Liaowang-1: el nuevo barco espía de China
El buque “desplaza más de 30.000 toneladas, casi un 50% más que los buques de la clase Yuan Wang, como el Yuan Wang 7, que pesan alrededor de 21.000 toneladas”.

Liaowang-1
El reporte sobre la reciente puesta en servicio del Liaowang-1, el buque de seguimiento espacial más moderno y sofisticado de la Armada china, representa un cambio significativo en las capacidades estratégicas de China.
El medio especializado Army Recognition informó sobre el despliegue del Liaowang-1, destacando su capacidad para monitorear satélites militares estadounidenses y lanzamientos de misiles. El artículo señala que este buque marca un avance importante en la proyección del poder naval y la capacidad de vigilancia espacial de China.
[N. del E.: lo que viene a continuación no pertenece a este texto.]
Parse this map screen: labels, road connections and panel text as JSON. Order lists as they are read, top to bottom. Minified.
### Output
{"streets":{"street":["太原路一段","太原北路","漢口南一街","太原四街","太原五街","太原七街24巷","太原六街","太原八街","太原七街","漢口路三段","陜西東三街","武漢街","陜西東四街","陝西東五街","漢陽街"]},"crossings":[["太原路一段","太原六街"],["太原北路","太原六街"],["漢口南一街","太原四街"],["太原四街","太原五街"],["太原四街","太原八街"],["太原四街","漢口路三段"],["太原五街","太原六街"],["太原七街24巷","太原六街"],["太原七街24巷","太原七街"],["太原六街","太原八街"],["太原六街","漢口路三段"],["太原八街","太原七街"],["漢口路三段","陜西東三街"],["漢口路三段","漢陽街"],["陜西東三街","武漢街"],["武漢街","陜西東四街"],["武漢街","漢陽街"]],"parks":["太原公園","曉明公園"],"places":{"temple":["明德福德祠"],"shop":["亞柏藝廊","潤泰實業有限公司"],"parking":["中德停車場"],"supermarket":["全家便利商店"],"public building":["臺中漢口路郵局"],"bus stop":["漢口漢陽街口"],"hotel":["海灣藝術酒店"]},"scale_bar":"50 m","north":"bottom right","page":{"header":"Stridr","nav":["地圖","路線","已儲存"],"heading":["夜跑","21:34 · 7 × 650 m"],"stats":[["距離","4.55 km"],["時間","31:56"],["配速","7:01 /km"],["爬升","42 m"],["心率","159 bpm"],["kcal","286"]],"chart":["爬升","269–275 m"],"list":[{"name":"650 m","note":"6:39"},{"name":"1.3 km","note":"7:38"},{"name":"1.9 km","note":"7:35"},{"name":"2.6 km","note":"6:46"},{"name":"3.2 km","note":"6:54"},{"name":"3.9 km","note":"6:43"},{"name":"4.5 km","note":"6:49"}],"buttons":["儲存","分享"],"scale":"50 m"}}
“El Liaowang-1 es el buque de rastreo espacial oceánico más reciente de China, equipado con grandes antenas de radar para monitorear satélites, cohetes y pruebas de misiles. Con alcance global desde aguas internacionales, se fortalece la capacidad de China para rastrear activos espaciales militares estadounidenses y se amplían sus capacidades de vigilancia estratégica en el mar”, detalló el medio de comunicación.
De acuerdo con la información, el Liaowang-1 “desplaza más de 30.000 toneladas, casi un 50% más que los buques de la clase Yuan Wang, como el Yuan Wang 7, que pesan alrededor de 21.000 toneladas”.
A pesar de que las autoridades estadounidenses aún no se han referido al despliegue, los expertos señalan que “el despliegue del Liaowang-1 no es solo un hito tecnológico, sino una jugada estratégica en la creciente competencia por el control del espacio y la alta mar. Con ello, China ha dejado clara su intención: ser una potencia marítima no solo en la superficie y bajo el mar, sino también en las profundidades”.
Grey Dynamics, una firma de inteligencia y análisis estratégico, también explicó que la embarcación se integra dentro de la estrategia marítima más amplia de China para extender su influencia a nivel global y coordinar sus capacidades navales con activos espaciales en el ámbito de la defensa.
“La estrategia marítima actual de China está cambiando de su anterior enfoque costero a una postura más asertiva. Esto permite a la Armada Popular China operar más lejos de sus aguas territoriales para defender sus intereses globales, el acceso a recursos y los mercados extranjeros. Pekín busca construir una armada de alta mar para operar lejos de sus fronteras y obtener ventajas económicas y geopolíticas”, detalló.